PROBLEM DESCRIPTION:
Copy, from the material below, each line where "rows" shows up.

INPUT MATERIAL:
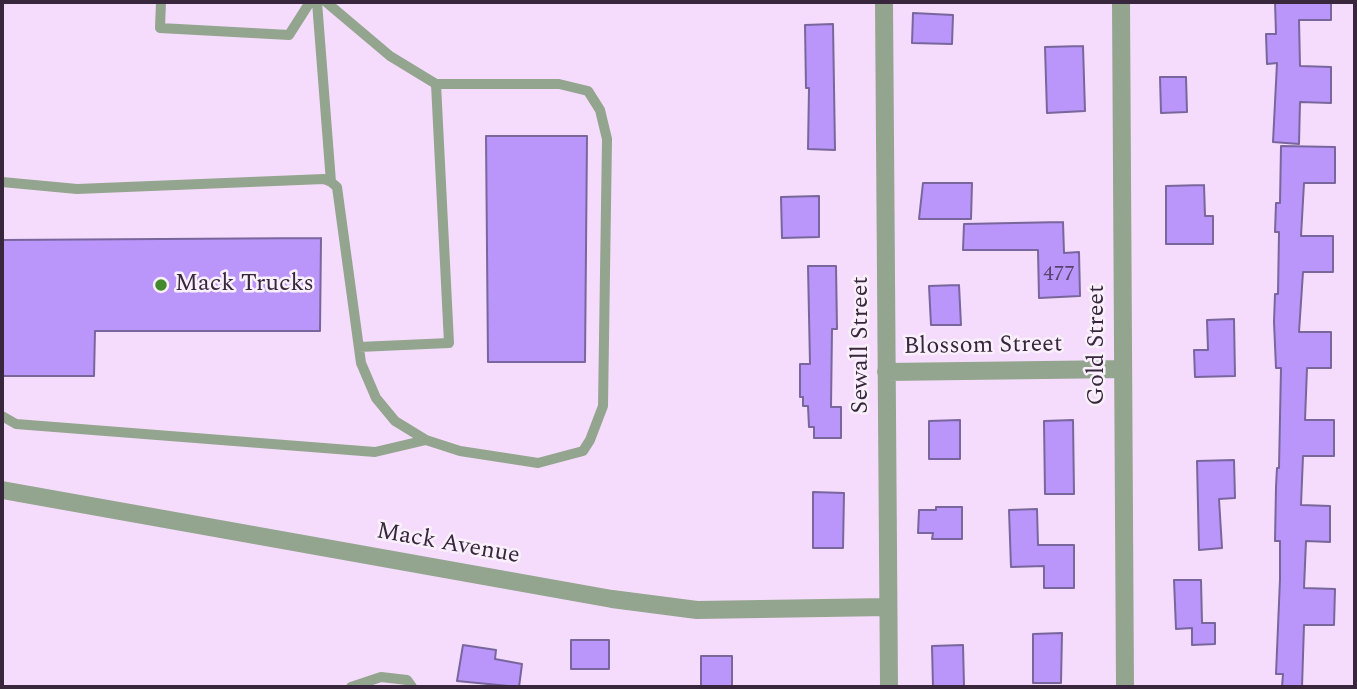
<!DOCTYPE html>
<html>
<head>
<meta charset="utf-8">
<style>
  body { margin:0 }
  #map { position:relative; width:1357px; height:689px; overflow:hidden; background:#f6dcfc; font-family:Spectral,serif }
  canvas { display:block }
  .frame { position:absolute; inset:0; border:4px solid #38273c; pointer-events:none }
</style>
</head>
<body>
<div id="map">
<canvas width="1357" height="689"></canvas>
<div class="frame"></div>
</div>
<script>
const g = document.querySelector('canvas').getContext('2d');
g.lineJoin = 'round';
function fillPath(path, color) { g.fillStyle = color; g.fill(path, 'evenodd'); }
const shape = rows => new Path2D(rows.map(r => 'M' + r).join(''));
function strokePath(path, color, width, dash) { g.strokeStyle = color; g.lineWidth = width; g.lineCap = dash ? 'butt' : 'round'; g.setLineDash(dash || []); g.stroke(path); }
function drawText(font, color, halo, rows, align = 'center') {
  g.font = font + ' Spectral,serif'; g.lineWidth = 5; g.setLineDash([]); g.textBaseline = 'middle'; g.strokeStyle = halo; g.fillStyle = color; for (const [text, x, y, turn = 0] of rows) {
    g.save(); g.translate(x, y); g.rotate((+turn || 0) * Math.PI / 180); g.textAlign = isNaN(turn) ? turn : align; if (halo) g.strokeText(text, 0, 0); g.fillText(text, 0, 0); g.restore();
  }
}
const building = shape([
  [1275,2,1331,2,1331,20,1299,20,1300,66,1331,67,1331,103,1300,102,1299,144,1273,142,1277,63,1267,64,1266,34,1276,34,1275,2],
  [913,13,953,15,952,44,912,43,913,13],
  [833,24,835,150,808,149,809,88,806,88,805,25,833,24],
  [1083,46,1085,111,1047,113,1045,47,1083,46],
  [1160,77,1186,77,1187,112,1161,113,1160,77],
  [486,136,587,136,585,362,488,362,486,136],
  [1281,146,1335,147,1335,183,1304,183,1301,236,1333,236,1333,272,1303,272,1299,332,1331,332,1331,368,1307,368,1305,420,1334,420,1334,456,1303,456,1301,505,1330,506,1330,542,1306,541,1304,588,1335,589,1334,625,1304,625,1302,687,1282,687,1283,674,1276,674,1280,579,1280,541,1275,541,1276,487,1277,468,1279,468,1281,368,1276,368,1274,322,1275,294,1278,294,1279,232,1275,232,1276,203,1280,203,1281,146],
  [923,183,972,183,971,219,919,219,923,183],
  [1204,185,1205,216,1213,216,1213,244,1166,244,1166,186,1204,185],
  [819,196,819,237,782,238,781,197,819,196],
  [1063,222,1064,253,1079,252,1080,296,1039,298,1038,250,963,250,964,224,1063,222],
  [321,238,320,331,95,331,94,376,2,376,2,240,321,238],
  [808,266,836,266,837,329,832,329,831,407,841,407,841,438,814,438,814,427,809,427,808,406,803,406,803,397,800,397,800,364,810,364,808,266],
  [959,285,961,325,931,325,929,286,959,285],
  [1234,319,1235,376,1195,377,1194,350,1208,350,1207,320,1234,319],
  [960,420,960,459,929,459,929,421,960,420],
  [1073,420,1074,494,1045,494,1044,421,1073,420],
  [1234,460,1235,498,1219,499,1222,548,1199,550,1197,461,1234,460],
  [813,492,844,493,843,548,813,548,813,492],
  [936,507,962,507,962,539,932,539,933,533,918,533,919,510,936,510,936,507],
  [1037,509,1038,545,1074,545,1074,588,1044,588,1044,566,1011,567,1009,510,1037,509],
  [1174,580,1201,580,1202,623,1215,623,1215,644,1192,645,1192,628,1176,629,1174,580],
  [1062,633,1061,683,1033,683,1033,634,1062,633],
  [571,640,609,640,609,669,571,669,571,640],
  [463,645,496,650,495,659,522,664,519,687,457,681,463,645],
  [963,645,964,686,933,687,932,646,963,645],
  [701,656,732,656,732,687,701,687,701,656]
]);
const service = shape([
  [161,2,160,28,289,35,310,2],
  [317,2,331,182,337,187,361,363,376,398,395,421,426,440,460,451,538,463,583,451,590,440,603,406,607,139,600,110,588,91,559,84,436,84,390,56,326,2],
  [2,182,77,189,324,179,331,182],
  [359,347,449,343,436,84],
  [2,416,16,424,375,452,426,440],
  [351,687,381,677,407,680,412,687]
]);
const minor = shape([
  [884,2,889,687],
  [1121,2,1125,687],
  [886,372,1122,369],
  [2,490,612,599,697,610,888,607]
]);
const markers = [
  [161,285,7,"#43892e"]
];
const numberNames = [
  ["477",1059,276]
];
const poiNames = [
  ["Mack Trucks",175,285]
];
const streetNames = [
  ["Sewall Street",862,345,-90],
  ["Gold Street",1098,345,-90],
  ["Blossom Street",983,347,-1],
  ["Mack Avenue",448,545,10]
];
fillPath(building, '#ba96fb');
strokePath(building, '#78669c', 2);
strokePath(service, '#93a58e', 10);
strokePath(minor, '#93a58e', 18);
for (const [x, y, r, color] of markers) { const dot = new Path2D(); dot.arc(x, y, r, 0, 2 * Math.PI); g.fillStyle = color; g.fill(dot); strokePath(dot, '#f9f0fb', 2.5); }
drawText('21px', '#58436c', null, numberNames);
drawText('24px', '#38273c', '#f9f0fb', poiNames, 'left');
drawText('24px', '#38273c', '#f9f0fb', streetNames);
</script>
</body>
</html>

ANSWER BOX:
const shape = rows => new Path2D(rows.map(r => 'M' + r).join(''));
function drawText(font, color, halo, rows, align = 'center') {
  g.font = font + ' Spectral,serif'; g.lineWidth = 5; g.setLineDash([]); g.textBaseline = 'middle'; g.strokeStyle = halo; g.fillStyle = color; for (const [text, x, y, turn = 0] of rows) {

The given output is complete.